[Items from a dataset]

::::::::

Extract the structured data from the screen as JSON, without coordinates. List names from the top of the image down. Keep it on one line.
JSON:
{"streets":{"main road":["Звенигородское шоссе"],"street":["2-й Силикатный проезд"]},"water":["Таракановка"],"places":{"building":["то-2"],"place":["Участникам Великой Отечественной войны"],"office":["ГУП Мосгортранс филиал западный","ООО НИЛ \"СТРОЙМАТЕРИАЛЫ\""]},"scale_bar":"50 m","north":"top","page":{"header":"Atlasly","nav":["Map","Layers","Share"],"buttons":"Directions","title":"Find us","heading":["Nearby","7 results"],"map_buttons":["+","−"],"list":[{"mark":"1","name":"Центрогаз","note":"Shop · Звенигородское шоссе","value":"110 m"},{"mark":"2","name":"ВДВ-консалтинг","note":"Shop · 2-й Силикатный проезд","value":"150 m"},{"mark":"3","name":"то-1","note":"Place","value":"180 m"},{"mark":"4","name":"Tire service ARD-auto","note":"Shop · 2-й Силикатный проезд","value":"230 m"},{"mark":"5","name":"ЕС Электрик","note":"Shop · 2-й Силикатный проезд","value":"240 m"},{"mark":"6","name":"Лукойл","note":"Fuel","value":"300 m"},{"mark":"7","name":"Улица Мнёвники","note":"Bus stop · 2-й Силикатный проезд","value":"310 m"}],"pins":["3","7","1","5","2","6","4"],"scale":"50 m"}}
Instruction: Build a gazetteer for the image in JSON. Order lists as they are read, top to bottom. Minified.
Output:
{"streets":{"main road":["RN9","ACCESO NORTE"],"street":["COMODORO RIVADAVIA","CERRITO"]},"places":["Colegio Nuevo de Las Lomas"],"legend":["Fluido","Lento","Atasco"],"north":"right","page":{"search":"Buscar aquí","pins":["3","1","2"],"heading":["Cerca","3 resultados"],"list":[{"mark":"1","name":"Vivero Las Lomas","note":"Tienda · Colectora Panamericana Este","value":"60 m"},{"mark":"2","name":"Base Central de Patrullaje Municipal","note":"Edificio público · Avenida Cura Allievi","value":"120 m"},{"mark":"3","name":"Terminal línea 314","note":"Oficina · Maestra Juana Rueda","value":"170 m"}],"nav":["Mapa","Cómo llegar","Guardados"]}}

::::::::

Task details
The entries above are to be copied word for word.

Answer to this problem
Extract the structured data from the screen as JSON, without coordinates. List names from the top of the image down. Keep it on one line.
JSON:
{"streets":{"main road":["Звенигородское шоссе"],"street":["2-й Силикатный проезд"]},"water":["Таракановка"],"places":{"building":["то-2"],"place":["Участникам Великой Отечественной войны"],"office":["ГУП Мосгортранс филиал западный","ООО НИЛ \"СТРОЙМАТЕРИАЛЫ\""]},"scale_bar":"50 m","north":"top","page":{"header":"Atlasly","nav":["Map","Layers","Share"],"buttons":"Directions","title":"Find us","heading":["Nearby","7 results"],"map_buttons":["+","−"],"list":[{"mark":"1","name":"Центрогаз","note":"Shop · Звенигородское шоссе","value":"110 m"},{"mark":"2","name":"ВДВ-консалтинг","note":"Shop · 2-й Силикатный проезд","value":"150 m"},{"mark":"3","name":"то-1","note":"Place","value":"180 m"},{"mark":"4","name":"Tire service ARD-auto","note":"Shop · 2-й Силикатный проезд","value":"230 m"},{"mark":"5","name":"ЕС Электрик","note":"Shop · 2-й Силикатный проезд","value":"240 m"},{"mark":"6","name":"Лукойл","note":"Fuel","value":"300 m"},{"mark":"7","name":"Улица Мнёвники","note":"Bus stop · 2-й Силикатный проезд","value":"310 m"}],"pins":["3","7","1","5","2","6","4"],"scale":"50 m"}}
Instruction: Build a gazetteer for the image in JSON. Order lists as they are read, top to bottom. Minified.
Output:
{"streets":{"main road":["RN9","ACCESO NORTE"],"street":["COMODORO RIVADAVIA","CERRITO"]},"places":["Colegio Nuevo de Las Lomas"],"legend":["Fluido","Lento","Atasco"],"north":"right","page":{"search":"Buscar aquí","pins":["3","1","2"],"heading":["Cerca","3 resultados"],"list":[{"mark":"1","name":"Vivero Las Lomas","note":"Tienda · Colectora Panamericana Este","value":"60 m"},{"mark":"2","name":"Base Central de Patrullaje Municipal","note":"Edificio público · Avenida Cura Allievi","value":"120 m"},{"mark":"3","name":"Terminal línea 314","note":"Oficina · Maestra Juana Rueda","value":"170 m"}],"nav":["Mapa","Cómo llegar","Guardados"]}}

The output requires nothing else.